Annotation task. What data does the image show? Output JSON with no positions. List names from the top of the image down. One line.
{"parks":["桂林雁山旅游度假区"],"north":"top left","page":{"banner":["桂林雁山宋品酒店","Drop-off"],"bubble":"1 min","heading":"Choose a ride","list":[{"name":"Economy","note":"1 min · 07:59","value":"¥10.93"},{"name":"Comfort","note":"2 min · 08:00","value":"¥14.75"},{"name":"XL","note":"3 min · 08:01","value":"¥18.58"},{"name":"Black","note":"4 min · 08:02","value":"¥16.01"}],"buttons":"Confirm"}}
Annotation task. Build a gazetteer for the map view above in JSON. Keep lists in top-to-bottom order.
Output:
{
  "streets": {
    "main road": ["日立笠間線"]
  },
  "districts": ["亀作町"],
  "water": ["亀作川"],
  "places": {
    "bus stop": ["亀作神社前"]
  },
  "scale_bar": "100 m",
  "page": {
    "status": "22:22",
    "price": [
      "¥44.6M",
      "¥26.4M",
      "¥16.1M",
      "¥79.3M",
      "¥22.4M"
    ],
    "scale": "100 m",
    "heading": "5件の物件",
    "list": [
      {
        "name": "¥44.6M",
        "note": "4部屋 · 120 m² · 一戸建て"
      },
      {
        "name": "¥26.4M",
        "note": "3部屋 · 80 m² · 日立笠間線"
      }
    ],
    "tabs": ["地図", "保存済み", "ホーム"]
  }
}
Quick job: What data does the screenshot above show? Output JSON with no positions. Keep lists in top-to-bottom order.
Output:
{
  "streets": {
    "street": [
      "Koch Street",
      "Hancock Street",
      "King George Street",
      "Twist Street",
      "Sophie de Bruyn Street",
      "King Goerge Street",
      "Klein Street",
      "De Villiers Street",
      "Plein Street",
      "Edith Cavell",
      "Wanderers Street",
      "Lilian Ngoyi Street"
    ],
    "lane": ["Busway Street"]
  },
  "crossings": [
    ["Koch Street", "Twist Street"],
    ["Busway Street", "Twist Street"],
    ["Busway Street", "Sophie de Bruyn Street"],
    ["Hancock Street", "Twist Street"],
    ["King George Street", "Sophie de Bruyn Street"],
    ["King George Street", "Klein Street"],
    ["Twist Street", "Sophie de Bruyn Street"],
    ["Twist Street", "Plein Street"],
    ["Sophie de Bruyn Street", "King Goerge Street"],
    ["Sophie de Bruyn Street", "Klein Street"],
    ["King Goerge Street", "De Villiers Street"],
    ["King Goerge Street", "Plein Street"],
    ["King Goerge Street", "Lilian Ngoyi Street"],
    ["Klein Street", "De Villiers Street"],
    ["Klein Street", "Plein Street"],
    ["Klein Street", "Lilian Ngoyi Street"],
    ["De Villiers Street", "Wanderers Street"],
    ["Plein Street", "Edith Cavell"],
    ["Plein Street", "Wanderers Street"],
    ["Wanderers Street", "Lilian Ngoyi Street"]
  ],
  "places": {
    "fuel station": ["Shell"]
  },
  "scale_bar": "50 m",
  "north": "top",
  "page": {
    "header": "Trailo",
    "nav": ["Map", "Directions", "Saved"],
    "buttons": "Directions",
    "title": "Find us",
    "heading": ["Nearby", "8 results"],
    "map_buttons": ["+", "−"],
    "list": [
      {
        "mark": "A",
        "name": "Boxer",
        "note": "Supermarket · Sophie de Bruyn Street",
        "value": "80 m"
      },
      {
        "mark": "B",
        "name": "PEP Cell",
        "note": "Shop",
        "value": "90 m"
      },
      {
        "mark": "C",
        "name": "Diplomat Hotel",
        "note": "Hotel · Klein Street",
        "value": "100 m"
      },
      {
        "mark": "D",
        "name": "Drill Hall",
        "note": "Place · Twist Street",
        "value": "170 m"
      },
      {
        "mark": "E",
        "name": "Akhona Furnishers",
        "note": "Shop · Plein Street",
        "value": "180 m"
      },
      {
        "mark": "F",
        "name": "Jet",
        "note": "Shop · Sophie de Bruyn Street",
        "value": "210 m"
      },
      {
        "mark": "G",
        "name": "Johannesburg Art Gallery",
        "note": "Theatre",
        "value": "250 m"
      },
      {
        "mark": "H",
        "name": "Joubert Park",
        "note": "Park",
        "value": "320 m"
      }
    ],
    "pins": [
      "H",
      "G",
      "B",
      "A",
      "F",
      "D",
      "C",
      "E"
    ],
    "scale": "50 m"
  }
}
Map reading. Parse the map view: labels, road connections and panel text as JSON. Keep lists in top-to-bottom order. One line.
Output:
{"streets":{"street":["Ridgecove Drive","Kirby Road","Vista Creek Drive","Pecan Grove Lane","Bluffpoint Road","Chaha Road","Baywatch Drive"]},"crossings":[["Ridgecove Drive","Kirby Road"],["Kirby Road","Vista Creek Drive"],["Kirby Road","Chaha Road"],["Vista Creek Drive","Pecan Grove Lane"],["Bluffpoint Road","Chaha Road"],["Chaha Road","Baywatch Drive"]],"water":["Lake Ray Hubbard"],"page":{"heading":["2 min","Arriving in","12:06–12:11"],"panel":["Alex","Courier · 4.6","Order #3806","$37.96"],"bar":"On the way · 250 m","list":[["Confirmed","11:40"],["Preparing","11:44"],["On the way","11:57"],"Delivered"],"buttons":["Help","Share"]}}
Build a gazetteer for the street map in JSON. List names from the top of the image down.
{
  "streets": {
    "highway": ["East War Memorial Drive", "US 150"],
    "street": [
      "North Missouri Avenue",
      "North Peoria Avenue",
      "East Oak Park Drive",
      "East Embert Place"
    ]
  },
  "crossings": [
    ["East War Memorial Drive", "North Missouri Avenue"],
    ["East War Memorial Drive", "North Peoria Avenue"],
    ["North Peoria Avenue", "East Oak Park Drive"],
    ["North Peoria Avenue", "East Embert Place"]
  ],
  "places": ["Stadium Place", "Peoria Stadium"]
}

Your objective: Report every line of the data in which "Build" appears.

Reply:
Annotation task. Build a gazetteer for the map view above in JSON. Keep lists in top-to-bottom order.
Build a gazetteer for the street map in JSON. List names from the top of the image down.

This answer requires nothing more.